→ Task instructions
Search the material for "Robles" and show all lines that contain it.

→ Task data
+ + + + + + +

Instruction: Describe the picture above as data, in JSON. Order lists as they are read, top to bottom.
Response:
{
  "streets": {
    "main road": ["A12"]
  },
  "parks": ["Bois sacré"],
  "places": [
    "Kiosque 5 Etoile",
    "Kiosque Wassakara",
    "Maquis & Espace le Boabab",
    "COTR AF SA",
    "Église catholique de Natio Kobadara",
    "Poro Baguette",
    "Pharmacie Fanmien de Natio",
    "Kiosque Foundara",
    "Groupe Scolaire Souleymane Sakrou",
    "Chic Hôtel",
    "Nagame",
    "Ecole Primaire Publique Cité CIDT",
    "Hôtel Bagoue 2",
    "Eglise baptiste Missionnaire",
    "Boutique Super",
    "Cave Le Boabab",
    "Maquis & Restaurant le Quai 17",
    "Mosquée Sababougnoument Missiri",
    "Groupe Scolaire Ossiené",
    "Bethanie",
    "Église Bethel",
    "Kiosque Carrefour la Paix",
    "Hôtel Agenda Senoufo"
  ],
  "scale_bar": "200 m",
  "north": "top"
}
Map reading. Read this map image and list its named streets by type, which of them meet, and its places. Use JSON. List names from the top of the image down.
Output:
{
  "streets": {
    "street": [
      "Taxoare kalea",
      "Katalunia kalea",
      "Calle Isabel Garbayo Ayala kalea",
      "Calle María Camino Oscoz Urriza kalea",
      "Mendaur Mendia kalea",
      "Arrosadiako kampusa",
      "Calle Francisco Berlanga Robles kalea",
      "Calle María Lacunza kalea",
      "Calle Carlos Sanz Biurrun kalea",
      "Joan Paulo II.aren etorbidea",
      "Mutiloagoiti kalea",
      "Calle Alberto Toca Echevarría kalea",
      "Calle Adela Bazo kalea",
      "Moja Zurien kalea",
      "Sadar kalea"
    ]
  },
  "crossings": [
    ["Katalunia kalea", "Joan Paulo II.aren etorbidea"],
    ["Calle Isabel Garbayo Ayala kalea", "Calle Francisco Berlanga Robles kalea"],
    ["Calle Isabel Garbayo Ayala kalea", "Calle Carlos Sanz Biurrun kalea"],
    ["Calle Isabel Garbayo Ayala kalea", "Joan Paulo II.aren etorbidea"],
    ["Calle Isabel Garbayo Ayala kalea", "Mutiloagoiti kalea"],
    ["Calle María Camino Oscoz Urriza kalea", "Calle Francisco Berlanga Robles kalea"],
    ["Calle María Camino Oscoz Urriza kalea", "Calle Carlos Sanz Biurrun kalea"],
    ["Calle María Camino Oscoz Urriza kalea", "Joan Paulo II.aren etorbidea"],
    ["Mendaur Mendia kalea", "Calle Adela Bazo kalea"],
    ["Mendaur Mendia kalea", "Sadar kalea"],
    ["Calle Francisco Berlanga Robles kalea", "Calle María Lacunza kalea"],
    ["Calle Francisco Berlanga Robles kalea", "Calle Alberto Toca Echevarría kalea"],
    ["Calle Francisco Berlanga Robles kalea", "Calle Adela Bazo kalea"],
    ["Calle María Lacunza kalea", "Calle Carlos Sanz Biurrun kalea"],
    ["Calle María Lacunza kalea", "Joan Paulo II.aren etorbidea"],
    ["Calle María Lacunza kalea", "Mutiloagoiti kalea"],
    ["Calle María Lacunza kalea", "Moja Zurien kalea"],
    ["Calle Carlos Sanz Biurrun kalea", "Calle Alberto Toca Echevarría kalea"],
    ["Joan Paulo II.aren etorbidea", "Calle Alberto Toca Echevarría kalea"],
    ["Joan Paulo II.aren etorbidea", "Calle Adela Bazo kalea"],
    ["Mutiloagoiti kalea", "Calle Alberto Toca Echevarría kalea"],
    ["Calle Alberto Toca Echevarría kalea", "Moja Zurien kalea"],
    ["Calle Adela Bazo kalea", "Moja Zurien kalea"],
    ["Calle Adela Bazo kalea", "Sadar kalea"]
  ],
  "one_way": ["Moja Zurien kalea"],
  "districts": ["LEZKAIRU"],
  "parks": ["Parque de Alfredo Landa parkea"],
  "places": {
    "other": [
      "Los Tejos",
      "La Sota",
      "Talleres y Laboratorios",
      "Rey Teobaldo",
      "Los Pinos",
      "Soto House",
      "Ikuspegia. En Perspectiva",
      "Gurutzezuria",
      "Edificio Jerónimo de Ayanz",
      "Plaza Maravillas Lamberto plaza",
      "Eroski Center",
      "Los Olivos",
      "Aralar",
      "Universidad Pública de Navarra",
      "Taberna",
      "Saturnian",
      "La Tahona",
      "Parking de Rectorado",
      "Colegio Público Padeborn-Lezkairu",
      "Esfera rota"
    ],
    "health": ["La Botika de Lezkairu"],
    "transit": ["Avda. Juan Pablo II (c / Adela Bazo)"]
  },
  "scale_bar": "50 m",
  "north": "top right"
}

+ + + + + + +

→ Solution for this task
      "Calle Francisco Berlanga Robles kalea",
    ["Calle Isabel Garbayo Ayala kalea", "Calle Francisco Berlanga Robles kalea"],
    ["Calle María Camino Oscoz Urriza kalea", "Calle Francisco Berlanga Robles kalea"],
    ["Calle Francisco Berlanga Robles kalea", "Calle María Lacunza kalea"],
    ["Calle Francisco Berlanga Robles kalea", "Calle Alberto Toca Echevarría kalea"],
    ["Calle Francisco Berlanga Robles kalea", "Calle Adela Bazo kalea"],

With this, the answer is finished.